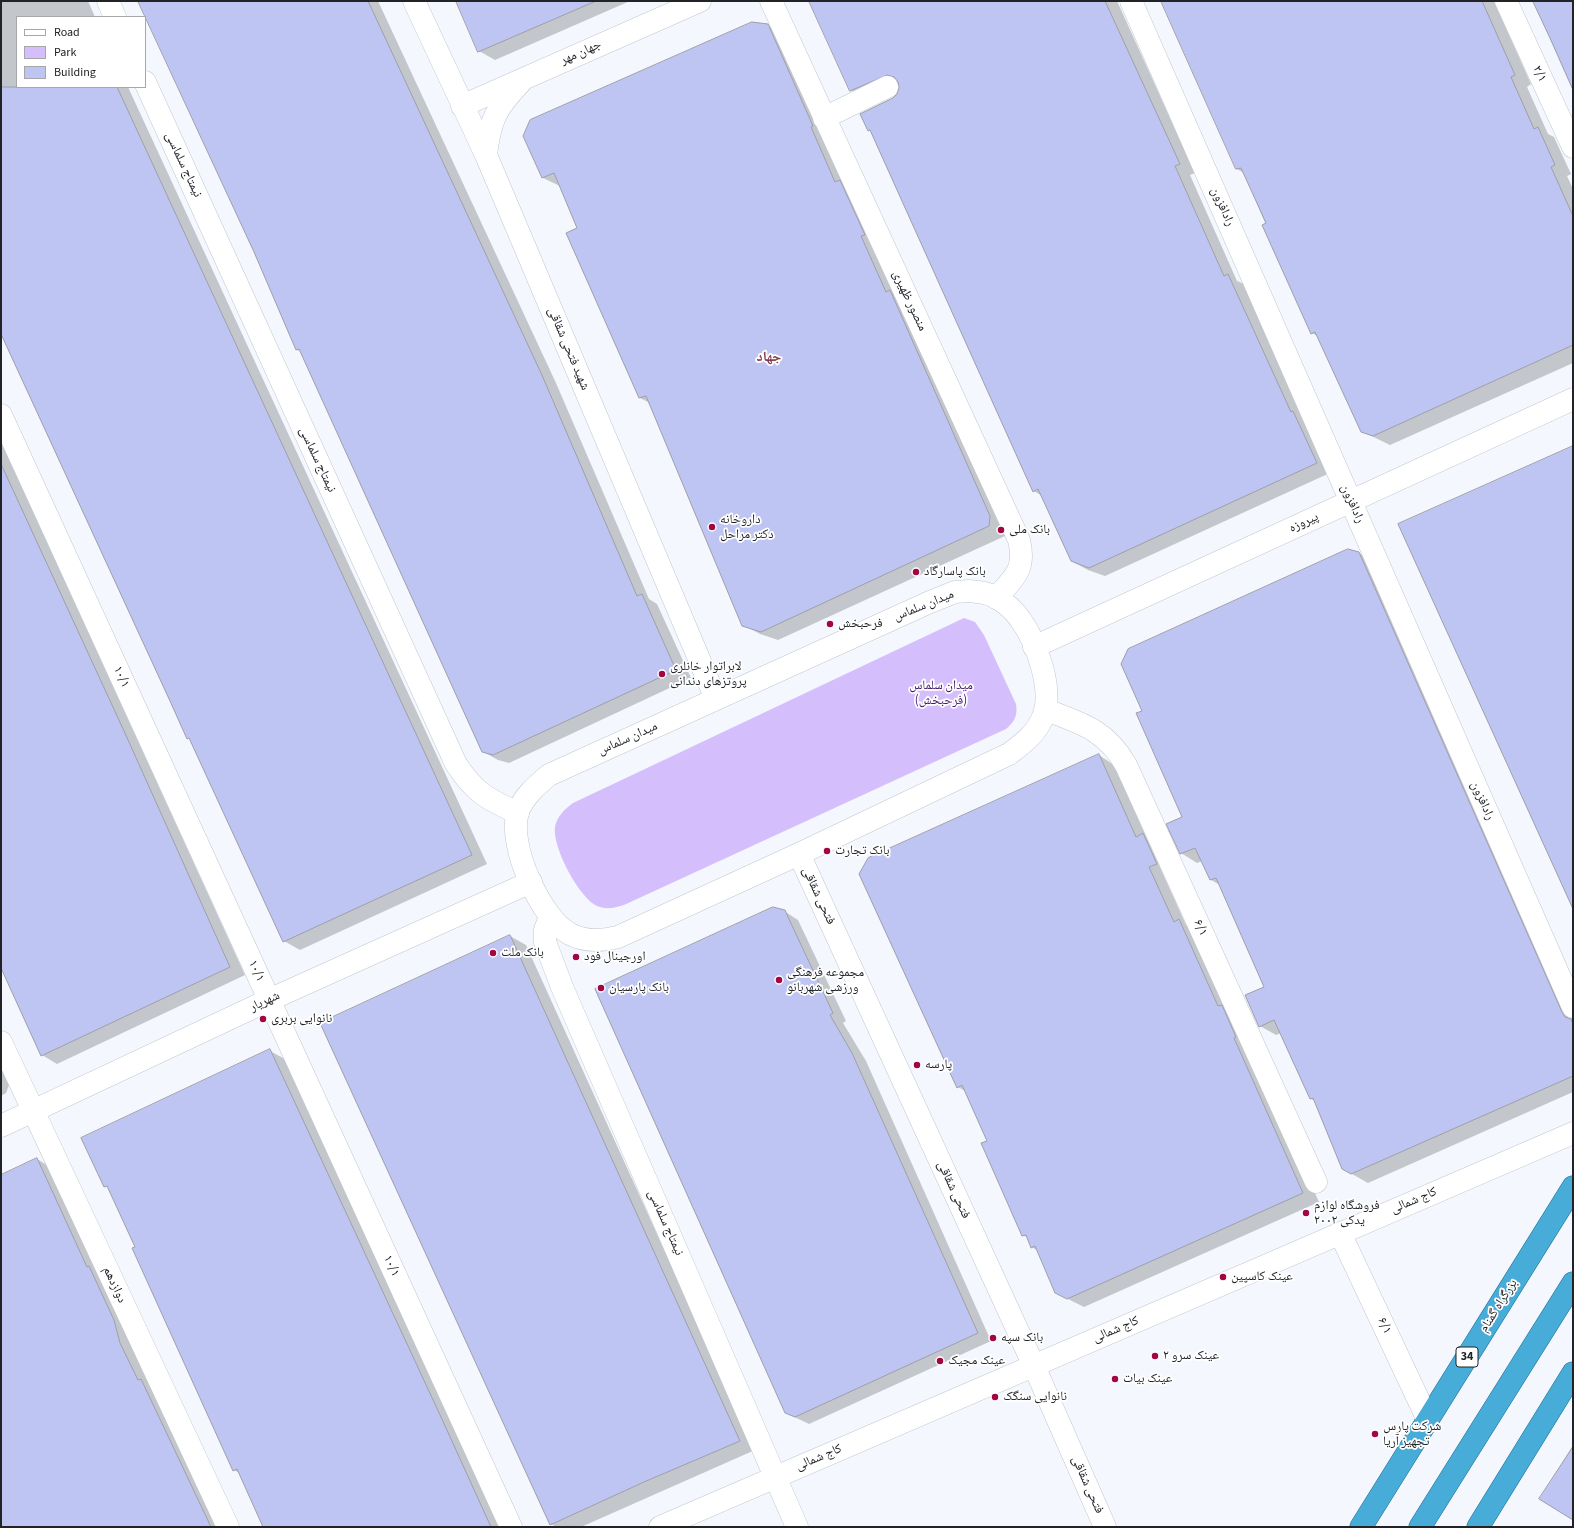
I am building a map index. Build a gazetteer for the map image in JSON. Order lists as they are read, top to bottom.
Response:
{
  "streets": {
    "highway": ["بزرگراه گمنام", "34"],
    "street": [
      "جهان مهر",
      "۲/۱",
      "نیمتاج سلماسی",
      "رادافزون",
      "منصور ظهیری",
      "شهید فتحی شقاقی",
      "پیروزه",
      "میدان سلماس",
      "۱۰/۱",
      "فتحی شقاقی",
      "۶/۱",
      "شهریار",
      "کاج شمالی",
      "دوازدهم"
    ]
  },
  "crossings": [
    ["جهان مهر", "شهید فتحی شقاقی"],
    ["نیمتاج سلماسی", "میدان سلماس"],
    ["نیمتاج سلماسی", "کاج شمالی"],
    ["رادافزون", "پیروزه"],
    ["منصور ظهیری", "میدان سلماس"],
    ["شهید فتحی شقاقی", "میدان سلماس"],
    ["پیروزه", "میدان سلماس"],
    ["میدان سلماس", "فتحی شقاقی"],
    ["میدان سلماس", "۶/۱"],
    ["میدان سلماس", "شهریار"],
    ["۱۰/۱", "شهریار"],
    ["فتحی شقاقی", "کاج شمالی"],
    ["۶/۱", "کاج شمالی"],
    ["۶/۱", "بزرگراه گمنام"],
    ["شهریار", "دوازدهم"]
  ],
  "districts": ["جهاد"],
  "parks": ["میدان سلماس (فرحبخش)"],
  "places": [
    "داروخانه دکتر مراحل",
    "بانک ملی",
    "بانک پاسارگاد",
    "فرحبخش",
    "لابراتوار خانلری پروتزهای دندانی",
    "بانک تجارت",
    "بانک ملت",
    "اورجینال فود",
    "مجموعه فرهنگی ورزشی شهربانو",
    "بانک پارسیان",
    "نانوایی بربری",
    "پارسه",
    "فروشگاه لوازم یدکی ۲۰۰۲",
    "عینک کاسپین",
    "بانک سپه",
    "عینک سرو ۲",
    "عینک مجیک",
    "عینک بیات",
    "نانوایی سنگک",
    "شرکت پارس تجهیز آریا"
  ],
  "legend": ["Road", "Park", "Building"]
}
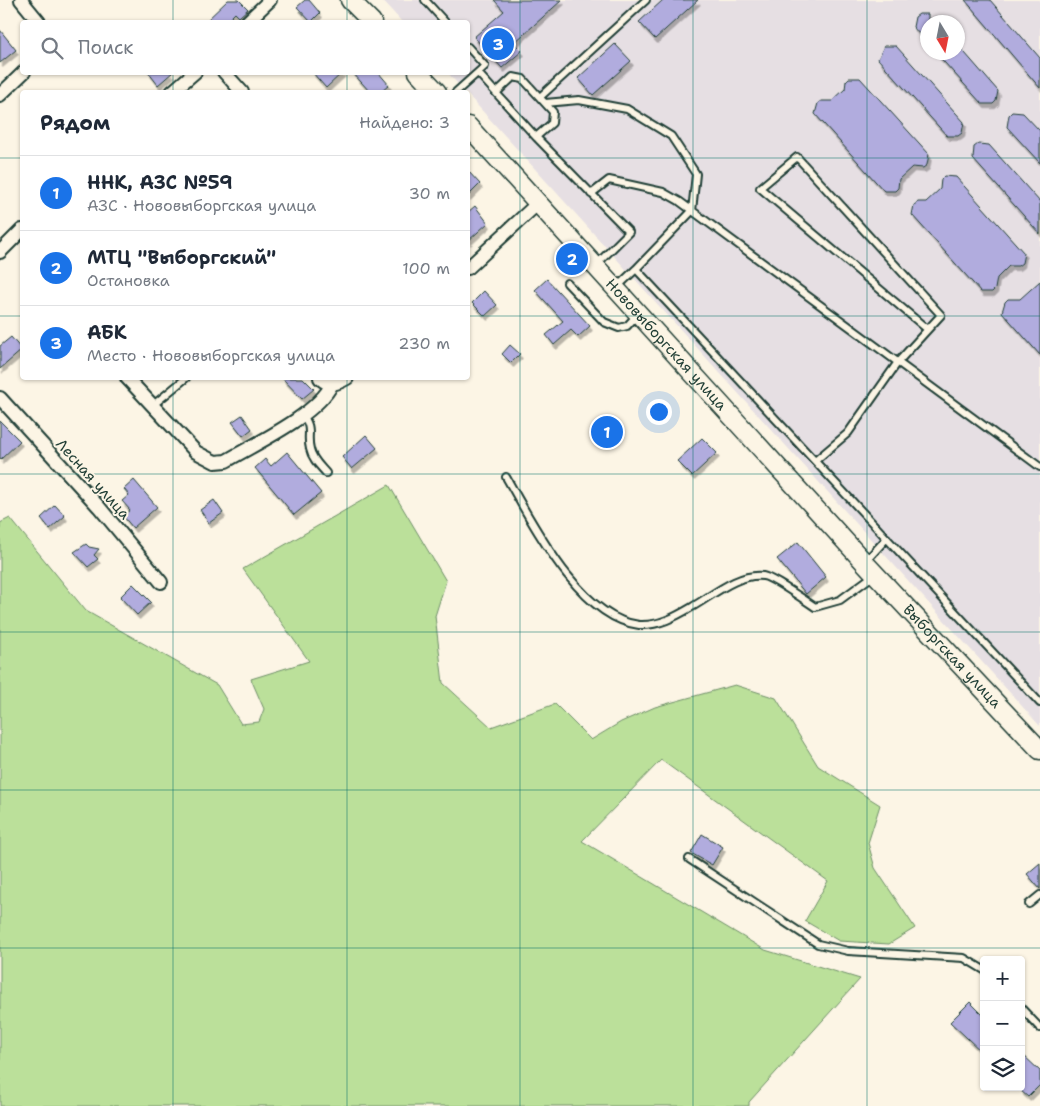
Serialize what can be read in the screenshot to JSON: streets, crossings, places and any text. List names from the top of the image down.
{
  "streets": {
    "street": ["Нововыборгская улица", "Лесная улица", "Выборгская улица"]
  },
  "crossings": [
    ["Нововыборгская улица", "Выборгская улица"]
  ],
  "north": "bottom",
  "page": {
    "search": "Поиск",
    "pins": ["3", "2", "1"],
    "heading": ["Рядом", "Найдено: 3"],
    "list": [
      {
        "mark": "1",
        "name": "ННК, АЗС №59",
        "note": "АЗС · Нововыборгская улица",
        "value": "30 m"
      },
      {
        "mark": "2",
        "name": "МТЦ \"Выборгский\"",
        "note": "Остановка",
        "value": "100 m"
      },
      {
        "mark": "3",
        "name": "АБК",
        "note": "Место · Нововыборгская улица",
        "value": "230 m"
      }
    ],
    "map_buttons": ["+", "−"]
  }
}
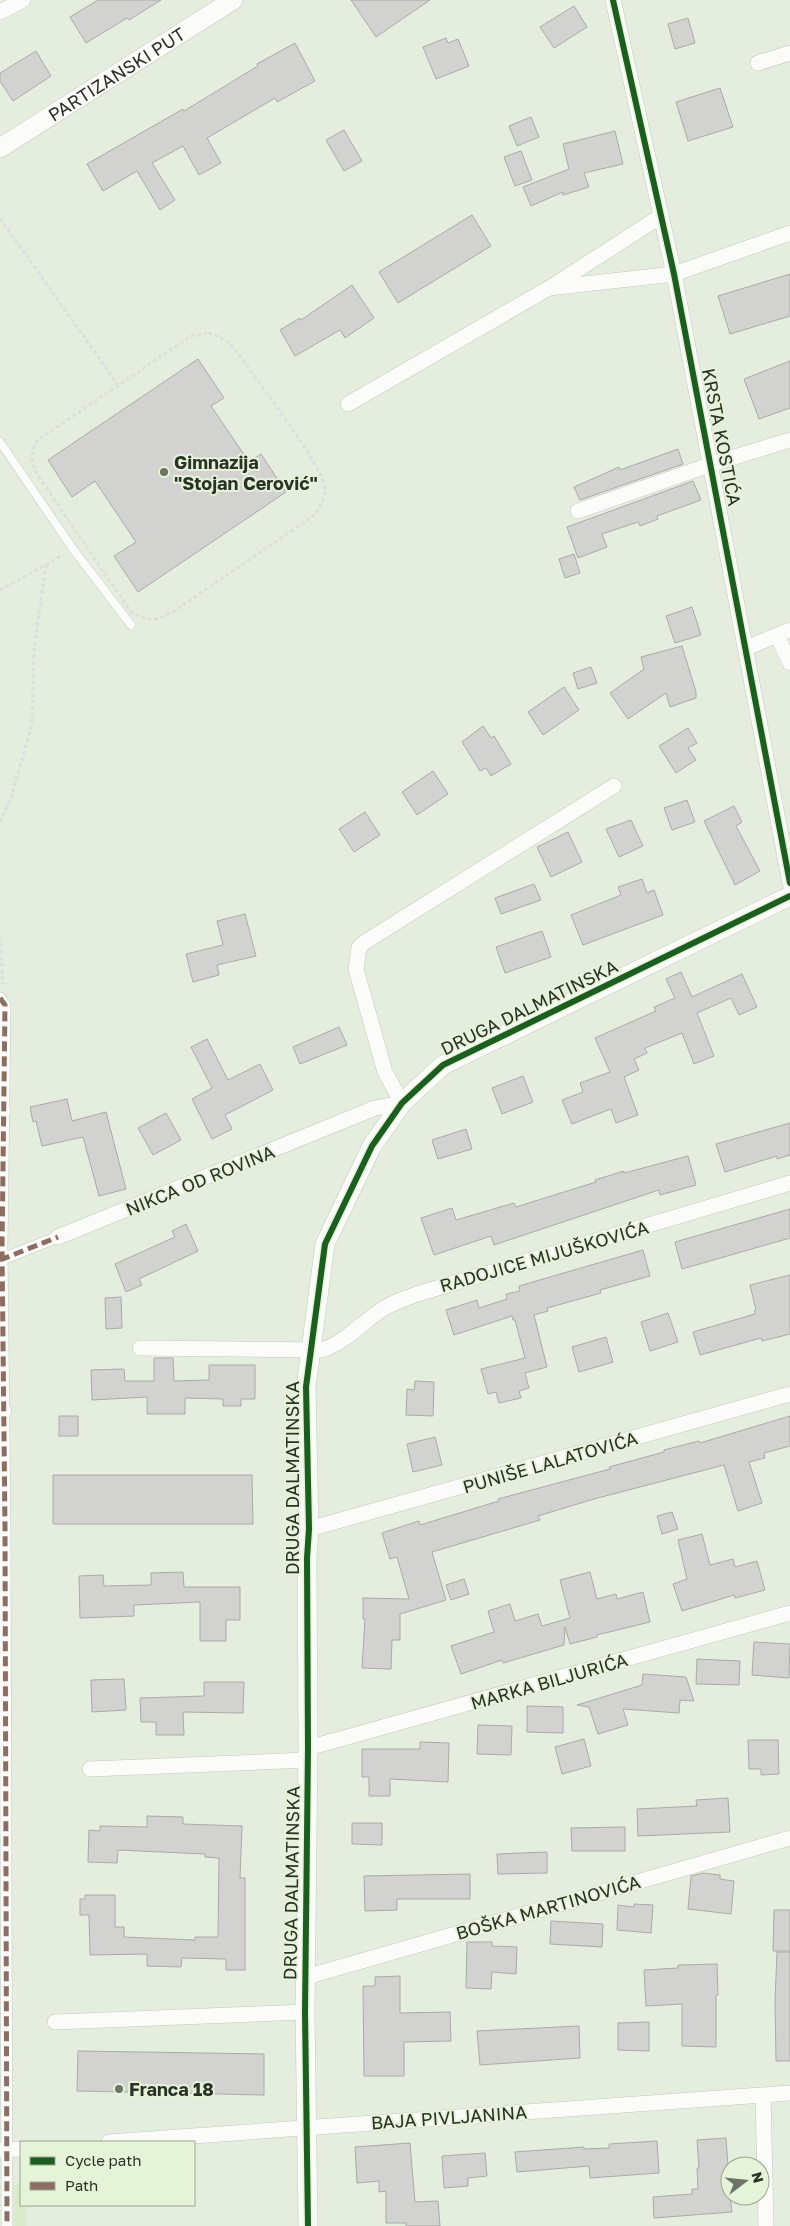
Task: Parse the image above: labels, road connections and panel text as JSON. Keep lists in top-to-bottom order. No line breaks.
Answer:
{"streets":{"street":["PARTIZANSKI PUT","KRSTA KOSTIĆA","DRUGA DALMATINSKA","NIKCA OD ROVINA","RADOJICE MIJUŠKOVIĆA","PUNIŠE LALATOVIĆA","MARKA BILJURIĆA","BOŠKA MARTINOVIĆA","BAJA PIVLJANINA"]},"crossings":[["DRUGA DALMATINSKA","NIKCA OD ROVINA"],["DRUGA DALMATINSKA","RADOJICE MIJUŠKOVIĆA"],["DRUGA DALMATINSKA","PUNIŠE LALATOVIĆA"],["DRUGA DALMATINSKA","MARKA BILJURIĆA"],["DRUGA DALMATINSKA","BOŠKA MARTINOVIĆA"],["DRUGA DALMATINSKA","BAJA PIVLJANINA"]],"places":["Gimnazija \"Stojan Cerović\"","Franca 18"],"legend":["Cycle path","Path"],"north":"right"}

▸ **WORK REQUIRED**
Please give an exact printout of all the records, pictures aside.

▸ **EXERCISE OUTPUT**
I am building a map index. Build a gazetteer for the map image in JSON. Order lists as they are read, top to bottom.
Response:
{
  "streets": {
    "highway": ["بزرگراه گمنام", "34"],
    "street": [
      "جهان مهر",
      "۲/۱",
      "نیمتاج سلماسی",
      "رادافزون",
      "منصور ظهیری",
      "شهید فتحی شقاقی",
      "پیروزه",
      "میدان سلماس",
      "۱۰/۱",
      "فتحی شقاقی",
      "۶/۱",
      "شهریار",
      "کاج شمالی",
      "دوازدهم"
    ]
  },
  "crossings": [
    ["جهان مهر", "شهید فتحی شقاقی"],
    ["نیمتاج سلماسی", "میدان سلماس"],
    ["نیمتاج سلماسی", "کاج شمالی"],
    ["رادافزون", "پیروزه"],
    ["منصور ظهیری", "میدان سلماس"],
    ["شهید فتحی شقاقی", "میدان سلماس"],
    ["پیروزه", "میدان سلماس"],
    ["میدان سلماس", "فتحی شقاقی"],
    ["میدان سلماس", "۶/۱"],
    ["میدان سلماس", "شهریار"],
    ["۱۰/۱", "شهریار"],
    ["فتحی شقاقی", "کاج شمالی"],
    ["۶/۱", "کاج شمالی"],
    ["۶/۱", "بزرگراه گمنام"],
    ["شهریار", "دوازدهم"]
  ],
  "districts": ["جهاد"],
  "parks": ["میدان سلماس (فرحبخش)"],
  "places": [
    "داروخانه دکتر مراحل",
    "بانک ملی",
    "بانک پاسارگاد",
    "فرحبخش",
    "لابراتوار خانلری پروتزهای دندانی",
    "بانک تجارت",
    "بانک ملت",
    "اورجینال فود",
    "مجموعه فرهنگی ورزشی شهربانو",
    "بانک پارسیان",
    "نانوایی بربری",
    "پارسه",
    "فروشگاه لوازم یدکی ۲۰۰۲",
    "عینک کاسپین",
    "بانک سپه",
    "عینک سرو ۲",
    "عینک مجیک",
    "عینک بیات",
    "نانوایی سنگک",
    "شرکت پارس تجهیز آریا"
  ],
  "legend": ["Road", "Park", "Building"]
}
Serialize what can be read in the screenshot to JSON: streets, crossings, places and any text. List names from the top of the image down.
{
  "streets": {
    "street": ["Нововыборгская улица", "Лесная улица", "Выборгская улица"]
  },
  "crossings": [
    ["Нововыборгская улица", "Выборгская улица"]
  ],
  "north": "bottom",
  "page": {
    "search": "Поиск",
    "pins": ["3", "2", "1"],
    "heading": ["Рядом", "Найдено: 3"],
    "list": [
      {
        "mark": "1",
        "name": "ННК, АЗС №59",
        "note": "АЗС · Нововыборгская улица",
        "value": "30 m"
      },
      {
        "mark": "2",
        "name": "МТЦ \"Выборгский\"",
        "note": "Остановка",
        "value": "100 m"
      },
      {
        "mark": "3",
        "name": "АБК",
        "note": "Место · Нововыборгская улица",
        "value": "230 m"
      }
    ],
    "map_buttons": ["+", "−"]
  }
}
Task: Parse the image above: labels, road connections and panel text as JSON. Keep lists in top-to-bottom order. No line breaks.
Answer:
{"streets":{"street":["PARTIZANSKI PUT","KRSTA KOSTIĆA","DRUGA DALMATINSKA","NIKCA OD ROVINA","RADOJICE MIJUŠKOVIĆA","PUNIŠE LALATOVIĆA","MARKA BILJURIĆA","BOŠKA MARTINOVIĆA","BAJA PIVLJANINA"]},"crossings":[["DRUGA DALMATINSKA","NIKCA OD ROVINA"],["DRUGA DALMATINSKA","RADOJICE MIJUŠKOVIĆA"],["DRUGA DALMATINSKA","PUNIŠE LALATOVIĆA"],["DRUGA DALMATINSKA","MARKA BILJURIĆA"],["DRUGA DALMATINSKA","BOŠKA MARTINOVIĆA"],["DRUGA DALMATINSKA","BAJA PIVLJANINA"]],"places":["Gimnazija \"Stojan Cerović\"","Franca 18"],"legend":["Cycle path","Path"],"north":"right"}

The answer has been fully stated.